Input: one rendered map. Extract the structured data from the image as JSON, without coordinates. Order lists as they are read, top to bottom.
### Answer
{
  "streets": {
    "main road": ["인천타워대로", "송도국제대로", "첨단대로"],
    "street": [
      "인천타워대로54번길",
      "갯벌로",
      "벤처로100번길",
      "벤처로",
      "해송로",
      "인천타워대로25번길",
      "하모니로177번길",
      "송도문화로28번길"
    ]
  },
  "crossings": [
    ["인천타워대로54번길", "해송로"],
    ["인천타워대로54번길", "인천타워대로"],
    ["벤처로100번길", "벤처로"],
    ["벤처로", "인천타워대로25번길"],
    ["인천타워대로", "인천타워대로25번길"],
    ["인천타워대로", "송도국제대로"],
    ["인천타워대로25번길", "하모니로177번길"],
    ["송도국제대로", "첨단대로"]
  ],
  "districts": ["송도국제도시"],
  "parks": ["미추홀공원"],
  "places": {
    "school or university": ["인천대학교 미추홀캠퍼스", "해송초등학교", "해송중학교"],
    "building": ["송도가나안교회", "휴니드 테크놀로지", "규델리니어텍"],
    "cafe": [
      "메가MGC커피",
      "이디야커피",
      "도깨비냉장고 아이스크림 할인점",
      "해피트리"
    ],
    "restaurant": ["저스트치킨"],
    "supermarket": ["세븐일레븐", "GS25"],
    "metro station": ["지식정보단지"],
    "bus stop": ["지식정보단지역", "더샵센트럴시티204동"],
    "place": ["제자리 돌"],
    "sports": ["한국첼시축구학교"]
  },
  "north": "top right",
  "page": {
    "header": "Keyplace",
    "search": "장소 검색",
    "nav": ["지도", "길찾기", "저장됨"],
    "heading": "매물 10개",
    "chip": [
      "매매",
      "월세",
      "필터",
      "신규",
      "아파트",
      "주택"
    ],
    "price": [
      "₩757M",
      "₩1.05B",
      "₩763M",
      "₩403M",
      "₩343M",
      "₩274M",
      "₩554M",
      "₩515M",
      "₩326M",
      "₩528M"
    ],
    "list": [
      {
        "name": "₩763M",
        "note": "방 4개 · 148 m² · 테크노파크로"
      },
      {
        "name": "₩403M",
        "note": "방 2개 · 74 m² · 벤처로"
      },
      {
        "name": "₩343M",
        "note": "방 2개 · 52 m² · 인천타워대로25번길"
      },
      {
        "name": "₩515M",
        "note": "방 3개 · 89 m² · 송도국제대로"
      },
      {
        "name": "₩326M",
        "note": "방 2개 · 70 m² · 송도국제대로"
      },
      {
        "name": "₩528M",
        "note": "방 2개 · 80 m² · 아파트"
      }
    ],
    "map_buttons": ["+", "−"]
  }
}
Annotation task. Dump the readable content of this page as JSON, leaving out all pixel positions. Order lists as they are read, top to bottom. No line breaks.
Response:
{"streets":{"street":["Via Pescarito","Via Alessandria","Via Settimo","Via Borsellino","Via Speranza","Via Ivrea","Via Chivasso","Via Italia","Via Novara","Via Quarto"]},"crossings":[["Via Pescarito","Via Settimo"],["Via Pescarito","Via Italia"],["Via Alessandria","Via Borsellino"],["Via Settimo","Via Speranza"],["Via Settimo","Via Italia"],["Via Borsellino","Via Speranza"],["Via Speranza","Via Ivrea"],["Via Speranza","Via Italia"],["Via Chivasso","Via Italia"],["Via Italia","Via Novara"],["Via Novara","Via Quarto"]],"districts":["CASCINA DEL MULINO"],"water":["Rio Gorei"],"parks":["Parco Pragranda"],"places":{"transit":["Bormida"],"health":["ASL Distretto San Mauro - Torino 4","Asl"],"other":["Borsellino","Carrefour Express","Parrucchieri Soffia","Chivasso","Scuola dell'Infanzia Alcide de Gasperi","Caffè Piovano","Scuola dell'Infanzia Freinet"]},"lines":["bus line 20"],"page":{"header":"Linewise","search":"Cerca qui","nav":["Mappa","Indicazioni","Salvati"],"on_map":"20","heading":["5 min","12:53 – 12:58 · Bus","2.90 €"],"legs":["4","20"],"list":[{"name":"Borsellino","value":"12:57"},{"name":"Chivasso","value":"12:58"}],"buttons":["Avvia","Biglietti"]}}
*-*-*
WHAT YOU SHOULD DO: Go through the entries above and copy every line containing "JSON".

FINISHED EXERCISE:
Input: one rendered map. Extract the structured data from the image as JSON, without coordinates. Order lists as they are read, top to bottom.
Annotation task. Dump the readable content of this page as JSON, leaving out all pixel positions. Order lists as they are read, top to bottom. No line breaks.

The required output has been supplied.